L'amertume de Michel Bergès - 06/04/1998

L'historien avait découvert les pièces qui furent à l'origine de l'incrimination de Maurice Papon. Aujourd'hui il s'en veut un peu

Propos recueillis par Dominique DE LAAGE et Dominique RICHARD

L'historien bordelais Michel Bergès avait contribué à armer le bras des parties civiles au début des années 80 en exhumant les archives qui allaient déclencher l'affaire. " J'avais cru que ceux qui avaient jugé Maurice Papon à la Libération n'avaient pas tous les documents en main. C'était un faux raisonnement ", confesse l'universitaire, aujourd'hui âgé de 45 ans.
Au fond de lui-même, il s'en veut sans doute un peu d'avoir été à l'origine d'une procédure qu'il critique toujours avec autant de virulence. " On n'a pas le droit de défendre une noble cause avec des moyens de pouvoir, des moyens frauduleux, des déformations, des anachronismes, des choses contraires au droit et aux valeurs de la République. "
Il l'avoue sans détour. S'il avait été juré, en son âme et conscience, il aurait voté l'acquittement. La décision a été autre. Mais il n'est pas étranger au fait que la complicité d'assassinat n'ait pas été retenue et que la réclusion criminelle à perpétuité n'ait pas été prononcée à l'encontre de Maurice Papon. Tout au long de sa plaidoirie, Me Varaut s'est fréquemment appuyé sur ses thèses pour essayer de sauver l'ancien secrétaire général de la préfecture de la Gironde.
" C'est la France d'aujourd'hui qui s'est jugée elle-même à travers ce procès ", insiste Michel Bergès. " Et Maurice Papon lui a servi de victime expiatoire.

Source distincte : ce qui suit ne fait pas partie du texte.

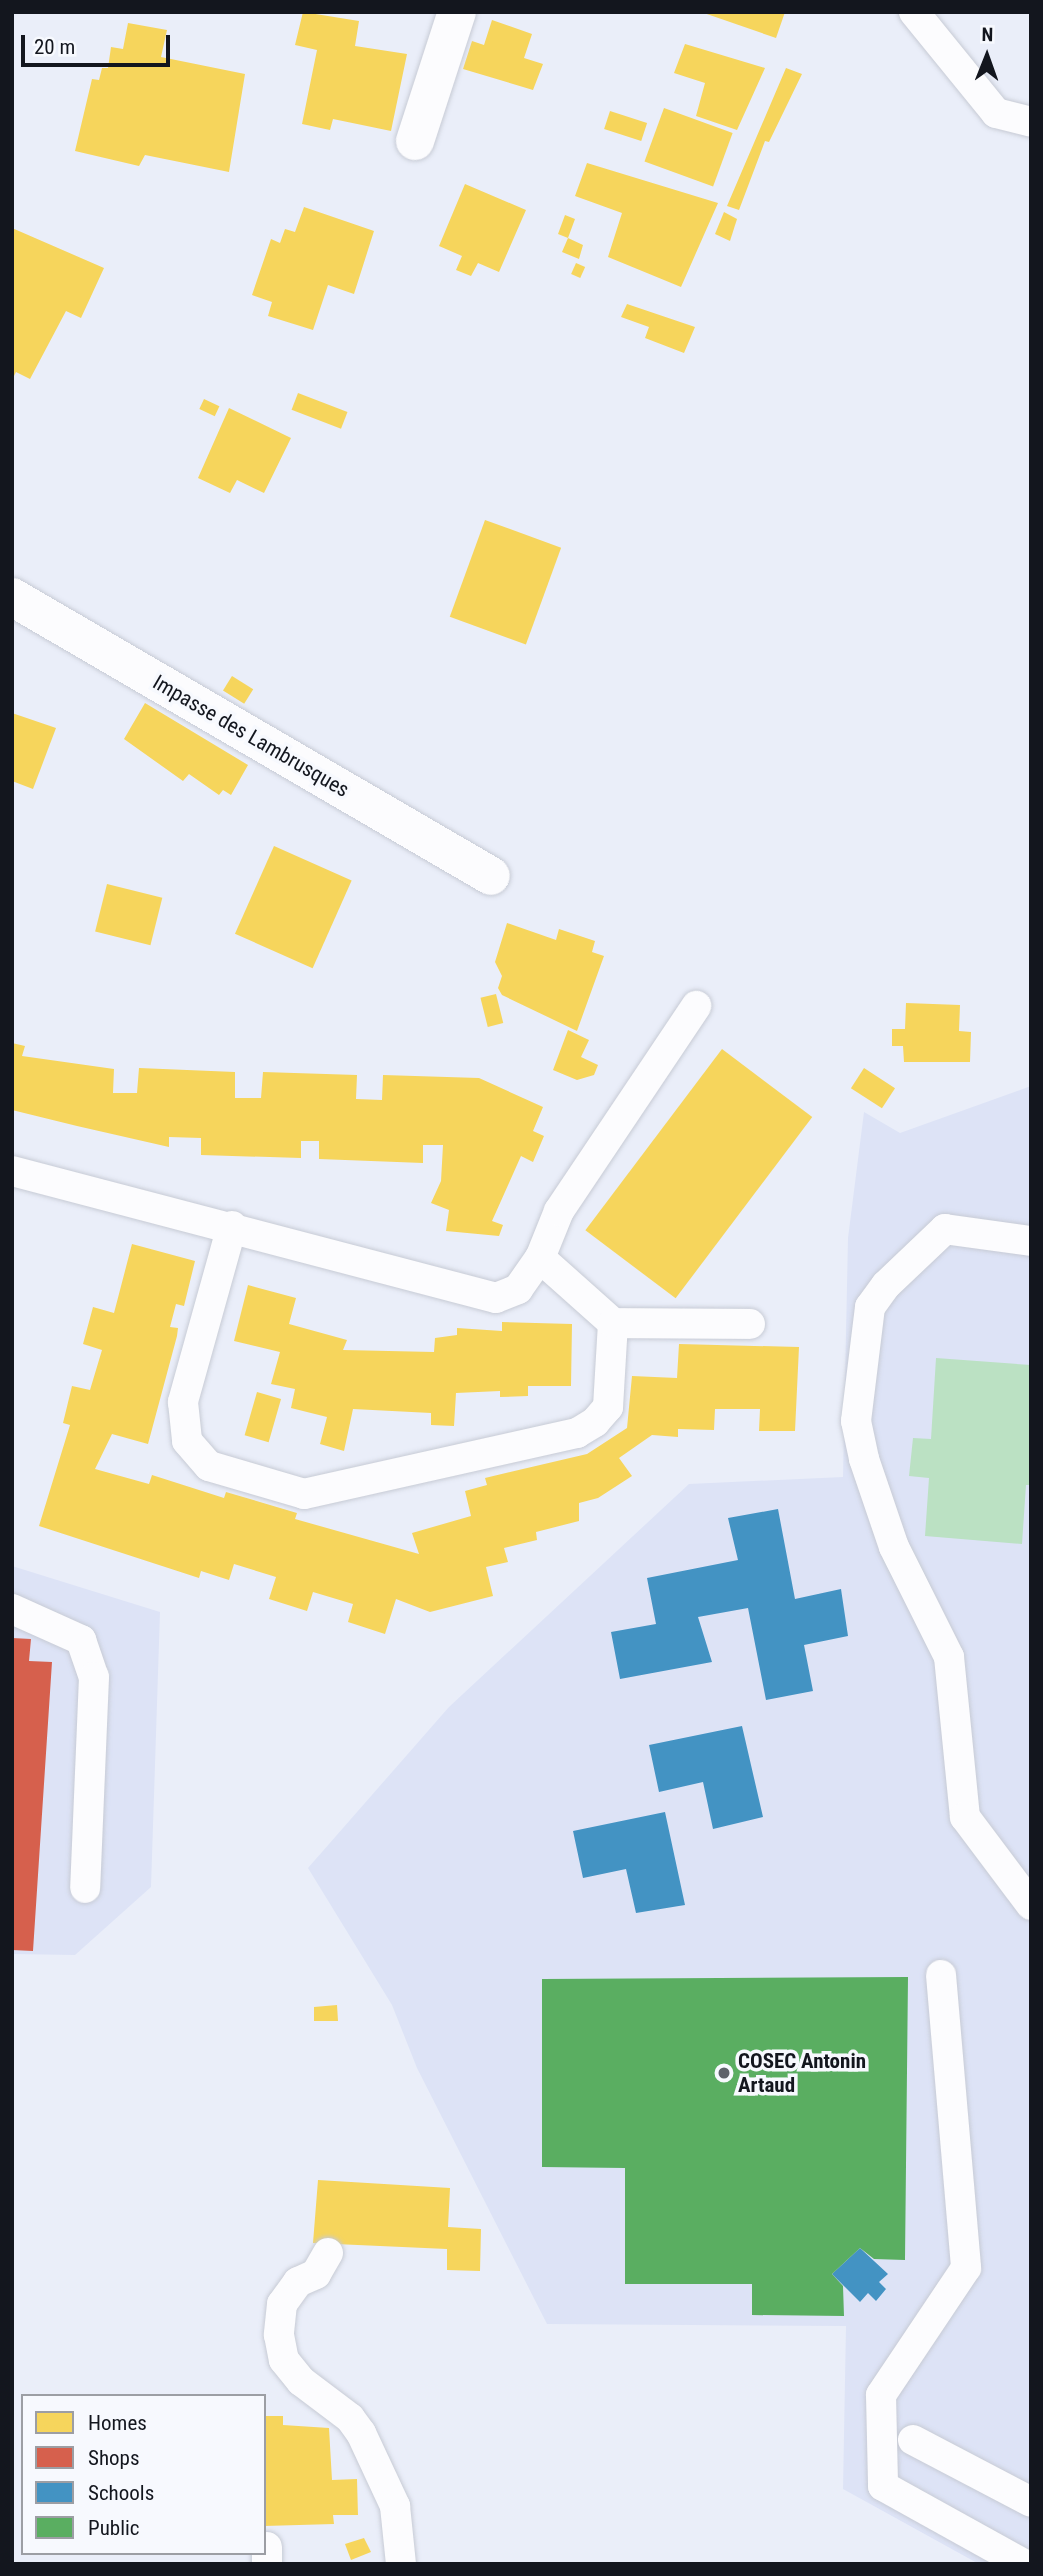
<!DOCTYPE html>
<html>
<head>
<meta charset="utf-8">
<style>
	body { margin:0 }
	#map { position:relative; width:1043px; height:2576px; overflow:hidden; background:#eaeef9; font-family:"Roboto Condensed",sans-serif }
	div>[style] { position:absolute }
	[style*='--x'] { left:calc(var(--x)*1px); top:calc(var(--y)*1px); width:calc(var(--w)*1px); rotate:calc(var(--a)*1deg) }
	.built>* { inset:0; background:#dde3f6 }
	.green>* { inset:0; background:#bbe1c3 }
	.homes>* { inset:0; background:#f6d55c; transform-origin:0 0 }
	.shops>* { inset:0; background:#d6604d }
	.schools>* { inset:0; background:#4393c3 }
	.public>* { inset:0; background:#5aae61 }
	.roads { filter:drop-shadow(0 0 2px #c7cbd5) drop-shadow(0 0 2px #c7cbd5) }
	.service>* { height:30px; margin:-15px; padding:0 15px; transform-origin:15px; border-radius:15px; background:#fcfcfe }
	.minor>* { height:38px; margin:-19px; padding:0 19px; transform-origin:19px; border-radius:19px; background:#fcfcfe }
	.dots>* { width:19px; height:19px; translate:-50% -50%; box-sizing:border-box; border:4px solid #f7f9fe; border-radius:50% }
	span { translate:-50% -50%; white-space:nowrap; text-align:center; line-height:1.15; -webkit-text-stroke:7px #f7f9fe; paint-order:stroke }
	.street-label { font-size:21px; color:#13161e }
	.poi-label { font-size:21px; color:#13161e; font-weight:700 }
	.left { translate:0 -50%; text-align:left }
	.frame { position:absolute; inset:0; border:14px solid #13161e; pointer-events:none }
	.legend { position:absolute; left:21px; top:2394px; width:245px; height:161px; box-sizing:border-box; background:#f7f9fe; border:2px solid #9c9ea4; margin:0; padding:9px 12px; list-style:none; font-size:21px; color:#13161e }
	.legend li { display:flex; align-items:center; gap:14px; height:35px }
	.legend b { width:35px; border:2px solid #9c9ea4 }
	.north { position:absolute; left:952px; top:21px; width:70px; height:70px; -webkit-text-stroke:5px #f7f9fe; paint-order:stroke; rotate:1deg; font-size:19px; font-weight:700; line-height:28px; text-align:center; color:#13161e }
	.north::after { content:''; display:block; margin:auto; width:24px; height:32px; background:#13161e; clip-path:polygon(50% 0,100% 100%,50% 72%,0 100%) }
	.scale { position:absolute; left:21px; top:35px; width:149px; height:32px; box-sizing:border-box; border:4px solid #13161e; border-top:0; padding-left:9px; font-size:21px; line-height:24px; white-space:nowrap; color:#13161e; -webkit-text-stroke:5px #f7f9fe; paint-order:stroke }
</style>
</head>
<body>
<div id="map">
	<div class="built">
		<i style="clip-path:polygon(1031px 1086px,1031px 2564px,979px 2564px,843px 2489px,846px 2326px,547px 2324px,417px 2068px,392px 2005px,308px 1868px,449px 1707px,689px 1484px,843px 1477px,848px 1238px,864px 1112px,900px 1133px)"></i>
		<i style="clip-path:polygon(12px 1566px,160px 1612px,151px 1887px,75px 1955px,12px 1954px)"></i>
	</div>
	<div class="green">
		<i style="clip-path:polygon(936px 1358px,1031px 1365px,1031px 1485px,1026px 1485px,1022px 1544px,925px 1536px,929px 1478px,909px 1476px,913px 1438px,931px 1439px)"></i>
	</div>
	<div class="homes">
		<i style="clip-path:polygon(303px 12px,359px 21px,355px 46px,407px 54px,391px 131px,333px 119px,330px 130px,302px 124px,317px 50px,295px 45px)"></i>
		<i style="clip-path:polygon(701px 12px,785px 12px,776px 38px)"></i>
		<i style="clip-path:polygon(492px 20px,532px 34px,524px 58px,543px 64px,533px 90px,463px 69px,472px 41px,484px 45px)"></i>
		<i style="clip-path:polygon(128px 23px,167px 30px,161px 57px,245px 74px,229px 172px,145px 155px,139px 166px,75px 151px,92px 79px,99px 80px,102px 68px,108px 68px,111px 47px,123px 49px)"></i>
		<i style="clip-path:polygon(685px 44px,765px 68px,737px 130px,696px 116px,705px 83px,674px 73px)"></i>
		<i style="clip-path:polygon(786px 68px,802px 74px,769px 142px,765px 141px,739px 210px,727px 206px)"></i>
		<i style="left:664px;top:108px;width:73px;height:57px;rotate:20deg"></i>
		<i style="left:610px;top:111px;width:39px;height:19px;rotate:18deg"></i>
		<i style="clip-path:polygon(587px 163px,718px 203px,681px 287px,608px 257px,622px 213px,575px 196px)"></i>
		<i style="clip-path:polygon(465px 184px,526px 210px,499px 272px,478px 263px,471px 276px,456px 270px,462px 256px,439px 246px)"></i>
		<i style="clip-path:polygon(304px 207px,374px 231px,354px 294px,328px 285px,313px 330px,268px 316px,272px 302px,252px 295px,271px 239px,280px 243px,285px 229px,295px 232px)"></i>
		<i style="clip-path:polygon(724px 212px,737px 219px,730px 241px,715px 234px)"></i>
		<i style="clip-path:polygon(565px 215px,575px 219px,568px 238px,583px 245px,579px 259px,562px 252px,568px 238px,558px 234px)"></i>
		<i style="clip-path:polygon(12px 228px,104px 268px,81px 318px,66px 311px,30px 379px,16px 372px,12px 380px)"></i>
		<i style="left:576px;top:263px;width:10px;height:12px;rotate:24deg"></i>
		<i style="clip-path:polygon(627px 304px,695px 327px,684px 353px,645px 338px,649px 327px,621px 317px)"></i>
		<i style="left:298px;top:393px;width:53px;height:18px;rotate:21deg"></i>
		<i style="left:204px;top:399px;width:17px;height:11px;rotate:25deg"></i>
		<i style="clip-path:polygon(229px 408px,291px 438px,264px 493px,237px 480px,230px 493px,198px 478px)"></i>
		<i style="left:485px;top:520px;width:81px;height:103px;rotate:20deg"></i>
		<i style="left:232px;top:676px;width:25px;height:17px;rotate:32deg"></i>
		<i style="clip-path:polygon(145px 703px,248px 765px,231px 795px,223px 790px,219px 795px,189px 774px,183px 781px,124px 739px)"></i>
		<i style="clip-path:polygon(12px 713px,56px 728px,33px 789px,12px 781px)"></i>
		<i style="left:274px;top:846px;width:85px;height:96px;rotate:24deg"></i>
		<i style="left:107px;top:884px;width:57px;height:49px;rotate:14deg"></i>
		<i style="clip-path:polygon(507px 923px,556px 940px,559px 929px,595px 941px,592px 952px,604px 956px,577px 1031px,502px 995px,498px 988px,502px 976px,495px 962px)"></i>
		<i style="left:496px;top:994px;width:30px;height:16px;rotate:76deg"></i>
		<i style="clip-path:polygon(906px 1003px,960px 1005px,959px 1031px,971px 1032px,970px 1062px,904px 1062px,903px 1046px,892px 1046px,892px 1029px,905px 1029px)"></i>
		<i style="clip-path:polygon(568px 1030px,589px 1040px,581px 1057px,598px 1065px,594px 1075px,577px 1080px,553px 1070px)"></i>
		<i style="clip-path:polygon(12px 1043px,25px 1046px,22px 1056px,114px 1069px,113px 1093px,137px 1093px,139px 1068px,235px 1072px,235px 1098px,261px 1098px,263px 1072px,357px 1075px,356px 1099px,382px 1100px,383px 1075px,479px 1078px,543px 1107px,533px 1131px,544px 1136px,533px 1162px,521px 1156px,492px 1221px,503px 1225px,499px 1236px,446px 1231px,449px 1210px,431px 1203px,441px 1181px,443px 1145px,423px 1145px,423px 1163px,319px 1159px,319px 1141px,301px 1141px,301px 1158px,201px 1155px,201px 1138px,169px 1137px,169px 1147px,77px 1126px,12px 1110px)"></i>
		<i style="left:722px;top:1049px;width:113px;height:227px;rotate:37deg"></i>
		<i style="left:864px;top:1068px;width:37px;height:24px;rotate:33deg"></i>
		<i style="clip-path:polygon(132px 1244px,195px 1261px,184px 1306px,176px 1304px,170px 1327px,178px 1328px,177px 1336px,148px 1444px,112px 1434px,95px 1469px,149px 1484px,152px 1475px,224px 1498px,226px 1492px,297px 1513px,295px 1519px,419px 1554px,412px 1533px,471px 1516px,465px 1491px,487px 1485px,485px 1478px,587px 1454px,627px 1428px,632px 1376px,677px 1378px,679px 1344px,799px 1347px,795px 1431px,759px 1431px,760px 1409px,715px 1409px,714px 1430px,678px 1429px,678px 1437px,652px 1435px,619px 1458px,632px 1476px,598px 1498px,579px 1503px,579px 1521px,536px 1532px,537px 1540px,504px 1548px,508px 1562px,486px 1567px,493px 1596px,430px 1612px,396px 1599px,385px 1634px,348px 1622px,353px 1604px,313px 1592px,307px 1611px,269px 1599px,276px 1577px,234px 1564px,229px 1580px,201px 1571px,199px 1578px,39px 1526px,70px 1425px,63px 1423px,72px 1386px,90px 1390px,102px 1350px,83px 1344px,93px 1307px,114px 1313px)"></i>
		<i style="clip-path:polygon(248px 1285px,296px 1298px,289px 1324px,347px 1340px,343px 1350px,434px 1352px,435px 1338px,457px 1335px,457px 1328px,502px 1331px,502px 1322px,572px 1324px,571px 1386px,528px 1386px,528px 1396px,500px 1397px,500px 1391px,456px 1393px,454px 1426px,431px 1425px,431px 1413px,353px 1409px,344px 1451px,320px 1444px,327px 1417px,291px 1408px,295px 1389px,271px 1384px,280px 1352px,234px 1341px)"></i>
		<i style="left:257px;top:1392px;width:25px;height:45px;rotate:16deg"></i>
		<i style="clip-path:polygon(337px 2005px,338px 2021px,314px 2021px,314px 2007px)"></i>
		<i style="clip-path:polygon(318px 2180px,450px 2188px,448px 2227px,481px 2229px,480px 2271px,447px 2270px,447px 2249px,313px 2243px)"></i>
		<i style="clip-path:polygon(264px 2416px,283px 2416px,283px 2425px,329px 2428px,332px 2480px,357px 2479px,358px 2515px,333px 2515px,334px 2524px,264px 2526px)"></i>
		<i style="clip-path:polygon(364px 2538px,371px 2552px,351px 2560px,345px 2544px)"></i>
	</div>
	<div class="shops">
		<i style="clip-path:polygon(12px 1638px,31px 1639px,29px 1661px,52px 1662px,33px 1951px,12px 1950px)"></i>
	</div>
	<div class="schools">
		<i style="clip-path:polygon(778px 1509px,795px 1599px,841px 1589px,848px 1636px,804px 1645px,813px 1691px,766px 1700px,748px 1608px,698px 1617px,712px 1662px,620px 1679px,611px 1632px,656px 1624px,647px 1578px,738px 1560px,728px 1518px)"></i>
		<i style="clip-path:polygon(742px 1726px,763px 1817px,713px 1829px,703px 1782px,659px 1792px,649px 1745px)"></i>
		<i style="clip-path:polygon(665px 1812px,685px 1905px,636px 1913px,626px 1869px,583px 1878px,573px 1831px)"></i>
		<i style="clip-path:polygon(860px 2248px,888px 2274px,879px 2282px,886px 2289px,876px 2301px,868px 2293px,860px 2302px,832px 2274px)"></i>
	</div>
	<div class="public">
		<i style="clip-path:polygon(908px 1977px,905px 2260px,874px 2259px,860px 2248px,832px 2274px,843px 2286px,844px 2316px,752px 2315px,752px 2284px,625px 2284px,625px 2168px,542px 2167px,542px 1979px)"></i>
	</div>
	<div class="roads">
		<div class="service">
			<i style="--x:914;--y:12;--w:130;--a:50.9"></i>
			<i style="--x:996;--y:113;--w:36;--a:14"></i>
			<i style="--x:12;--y:1171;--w:500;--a:14.7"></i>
			<i style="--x:496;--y:1298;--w:24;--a:-22"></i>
			<i style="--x:518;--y:1289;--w:38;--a:-55"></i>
			<i style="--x:540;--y:1258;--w:51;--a:-68"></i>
			<i style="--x:559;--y:1211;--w:247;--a:-56.2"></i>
			<i style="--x:232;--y:1226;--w:183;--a:105.6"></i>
			<i style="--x:183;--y:1402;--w:39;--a:84"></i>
			<i style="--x:187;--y:1441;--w:33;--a:49"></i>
			<i style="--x:209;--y:1466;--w:99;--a:16.4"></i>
			<i style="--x:304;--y:1494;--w:280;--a:-12.6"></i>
			<i style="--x:577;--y:1433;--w:21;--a:-31"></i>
			<i style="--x:595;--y:1422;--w:20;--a:-49"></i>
			<i style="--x:608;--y:1407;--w:84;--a:-86.6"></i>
			<i style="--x:613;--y:1323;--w:98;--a:-138.3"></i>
			<i style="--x:1031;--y:1241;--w:87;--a:-172.1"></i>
			<i style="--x:945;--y:1229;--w:81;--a:136.5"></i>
			<i style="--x:886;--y:1285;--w:27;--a:126"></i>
			<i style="--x:870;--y:1307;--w:115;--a:97"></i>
			<i style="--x:856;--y:1421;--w:39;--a:78"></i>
			<i style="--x:864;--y:1459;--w:93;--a:71.2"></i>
			<i style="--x:894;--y:1547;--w:123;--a:63.4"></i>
			<i style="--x:949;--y:1657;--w:161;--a:84.3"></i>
			<i style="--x:965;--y:1817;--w:110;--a:53.1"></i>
			<i style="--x:613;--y:1323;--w:137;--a:0.4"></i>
			<i style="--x:12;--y:1609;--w:76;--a:24.2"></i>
			<i style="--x:81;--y:1640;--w:39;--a:71"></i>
			<i style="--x:94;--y:1677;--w:211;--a:92.4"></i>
			<i style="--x:941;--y:1975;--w:294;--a:85.1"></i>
			<i style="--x:966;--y:2268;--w:153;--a:123.8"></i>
			<i style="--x:881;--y:2395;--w:91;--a:88.7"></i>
			<i style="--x:883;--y:2486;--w:161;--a:29"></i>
			<i style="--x:328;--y:2253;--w:24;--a:120"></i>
			<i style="--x:316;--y:2274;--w:20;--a:156"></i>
			<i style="--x:298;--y:2282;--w:27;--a:126"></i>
			<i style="--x:282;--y:2304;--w:31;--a:96"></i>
			<i style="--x:279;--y:2335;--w:25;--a:79"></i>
			<i style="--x:284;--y:2360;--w:27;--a:51"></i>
			<i style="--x:301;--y:2381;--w:61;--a:37.1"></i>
			<i style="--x:350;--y:2418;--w:19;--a:54"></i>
			<i style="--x:361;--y:2433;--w:81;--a:65"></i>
			<i style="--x:395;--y:2506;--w:58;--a:84.1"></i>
			<i style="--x:913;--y:2440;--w:133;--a:27.7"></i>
			<i style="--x:267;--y:2564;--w:17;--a:-90"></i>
		</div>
		<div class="minor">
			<i style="--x:415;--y:141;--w:136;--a:-72"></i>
			<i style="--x:12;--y:597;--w:554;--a:30.22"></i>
		</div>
	</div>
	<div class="dots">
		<i style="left:724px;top:2073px;background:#5e626b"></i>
	</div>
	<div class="street-label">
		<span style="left:251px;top:736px;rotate:30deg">Impasse des Lambrusques</span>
	</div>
	<div class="poi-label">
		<span class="left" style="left:738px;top:2073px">COSEC Antonin<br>Artaud</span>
	</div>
	<div class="frame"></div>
	<ul class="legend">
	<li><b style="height:19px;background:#f6d55c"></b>Homes</li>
	<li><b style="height:19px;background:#d6604d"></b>Shops</li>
	<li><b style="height:19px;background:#4393c3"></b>Schools</li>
	<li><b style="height:19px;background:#5aae61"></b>Public</li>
	</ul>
	<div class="north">N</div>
	<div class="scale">20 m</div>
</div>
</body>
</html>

Lorsqu'ils affrètent des charters ou expulsent en force des réfugiés des églises, nos policiers contemporains le font à contre-coeur, mais ils le font quand même. Car c'est le devoir et l'honneur des fonctionnaires d'obéir. Et la logique de la "désobéissance", au coeur du procès Papon, n'existe pas davantage aujourd'hui que sous l'Occupation. Sauf que sous l'Occupation, il y avait les Allemands ! "
" Nous sommes moins exigeants vis-à-vis de nous-mêmes que pour des hommes qui étaient placés dans une situation autrement incertaine que la nôtre ", poursuit l'historien. " C'est une lâcheté suprême. Nous nous sommes projetés avec nos angoisses, nos grilles judiciaires, notre manichéisme politique d'aujourd'hui sur des hommes d'une autre époque. On ne peut pas dissoudre les hommes d'alors avec nos représentations à nous.
" Les fonctionnaires humiliés de l'Occupation furent plus héroïques en demeurant à leur poste qu'en bouclant leurs valises pour l'Afrique du Nord ou l'Angleterre. Notre vision actuelle est déformée par une réécriture hollywoodienne de l'Histoire où ne subsistent que des héros, du type des saboteurs de la Résistance. Mais dans la Résistance aussi, il fallait se salir les mains ! Il fallait tuer des camarades qui avaient trahi sous la torture ! Il fallait tuer des Allemands en sachant que cela serait suivi d'exécutions d'otages innocents. C'est cela, la responsabilité. On ne peut pas l'arrêter uniquement à ceux qui ont été contraints d'arrêter les juifs ! ", insiste l'universitaire bordelais.
Selon lui, justice et histoire peuvent coïncider à condition que les archives soient analysées complètement et sérieusement. " Cela n'a pas été le cas à Bordeaux. Une bonne enquête, une bonne instruction, moderne et objective, auraient permis d'éviter l'intervention des historiens dans le procès. En revanche, histoire et mémoire sont incompatibles. On ne peut pas tomber dans une vision larmoyante de l'Histoire. La mémoire est une anti-histoire et l'histoire une anti-mémoire. "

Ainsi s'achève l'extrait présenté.